- **WORK INSTRUCTION**
Type out the entries again, keeping every word unchanged.

**** DATA SECTION ****

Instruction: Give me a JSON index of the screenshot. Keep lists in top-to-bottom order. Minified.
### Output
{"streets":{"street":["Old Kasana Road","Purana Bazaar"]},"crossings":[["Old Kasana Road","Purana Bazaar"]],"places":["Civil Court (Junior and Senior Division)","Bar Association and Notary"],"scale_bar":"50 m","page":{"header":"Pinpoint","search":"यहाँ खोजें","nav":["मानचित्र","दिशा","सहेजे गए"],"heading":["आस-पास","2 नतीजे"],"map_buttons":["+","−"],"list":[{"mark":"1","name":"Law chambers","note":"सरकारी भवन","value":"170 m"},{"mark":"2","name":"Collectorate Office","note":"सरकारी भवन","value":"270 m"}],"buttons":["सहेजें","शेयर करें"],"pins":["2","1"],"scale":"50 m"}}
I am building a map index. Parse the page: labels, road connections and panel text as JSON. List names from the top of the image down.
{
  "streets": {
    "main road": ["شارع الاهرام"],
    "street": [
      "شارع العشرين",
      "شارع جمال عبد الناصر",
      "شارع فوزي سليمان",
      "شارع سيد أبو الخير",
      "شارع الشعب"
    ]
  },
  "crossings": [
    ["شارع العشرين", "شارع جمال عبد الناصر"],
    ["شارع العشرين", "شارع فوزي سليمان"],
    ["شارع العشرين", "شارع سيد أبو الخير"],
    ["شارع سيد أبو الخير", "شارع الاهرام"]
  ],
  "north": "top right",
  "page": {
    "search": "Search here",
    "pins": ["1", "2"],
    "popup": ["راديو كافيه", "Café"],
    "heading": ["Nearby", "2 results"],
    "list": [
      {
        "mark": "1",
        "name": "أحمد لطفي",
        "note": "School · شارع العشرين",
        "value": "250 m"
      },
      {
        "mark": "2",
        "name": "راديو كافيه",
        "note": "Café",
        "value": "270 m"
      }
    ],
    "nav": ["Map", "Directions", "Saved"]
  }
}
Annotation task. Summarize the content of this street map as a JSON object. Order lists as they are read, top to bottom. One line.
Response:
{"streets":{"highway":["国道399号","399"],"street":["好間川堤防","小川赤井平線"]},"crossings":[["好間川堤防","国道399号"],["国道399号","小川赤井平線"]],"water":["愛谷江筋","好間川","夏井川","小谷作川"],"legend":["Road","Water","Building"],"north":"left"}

****

- **EXERCISE OUTPUT**
Instruction: Give me a JSON index of the screenshot. Keep lists in top-to-bottom order. Minified.
### Output
{"streets":{"street":["Old Kasana Road","Purana Bazaar"]},"crossings":[["Old Kasana Road","Purana Bazaar"]],"places":["Civil Court (Junior and Senior Division)","Bar Association and Notary"],"scale_bar":"50 m","page":{"header":"Pinpoint","search":"यहाँ खोजें","nav":["मानचित्र","दिशा","सहेजे गए"],"heading":["आस-पास","2 नतीजे"],"map_buttons":["+","−"],"list":[{"mark":"1","name":"Law chambers","note":"सरकारी भवन","value":"170 m"},{"mark":"2","name":"Collectorate Office","note":"सरकारी भवन","value":"270 m"}],"buttons":["सहेजें","शेयर करें"],"pins":["2","1"],"scale":"50 m"}}
I am building a map index. Parse the page: labels, road connections and panel text as JSON. List names from the top of the image down.
{
  "streets": {
    "main road": ["شارع الاهرام"],
    "street": [
      "شارع العشرين",
      "شارع جمال عبد الناصر",
      "شارع فوزي سليمان",
      "شارع سيد أبو الخير",
      "شارع الشعب"
    ]
  },
  "crossings": [
    ["شارع العشرين", "شارع جمال عبد الناصر"],
    ["شارع العشرين", "شارع فوزي سليمان"],
    ["شارع العشرين", "شارع سيد أبو الخير"],
    ["شارع سيد أبو الخير", "شارع الاهرام"]
  ],
  "north": "top right",
  "page": {
    "search": "Search here",
    "pins": ["1", "2"],
    "popup": ["راديو كافيه", "Café"],
    "heading": ["Nearby", "2 results"],
    "list": [
      {
        "mark": "1",
        "name": "أحمد لطفي",
        "note": "School · شارع العشرين",
        "value": "250 m"
      },
      {
        "mark": "2",
        "name": "راديو كافيه",
        "note": "Café",
        "value": "270 m"
      }
    ],
    "nav": ["Map", "Directions", "Saved"]
  }
}
Annotation task. Summarize the content of this street map as a JSON object. Order lists as they are read, top to bottom. One line.
Response:
{"streets":{"highway":["国道399号","399"],"street":["好間川堤防","小川赤井平線"]},"crossings":[["好間川堤防","国道399号"],["国道399号","小川赤井平線"]],"water":["愛谷江筋","好間川","夏井川","小谷作川"],"legend":["Road","Water","Building"],"north":"left"}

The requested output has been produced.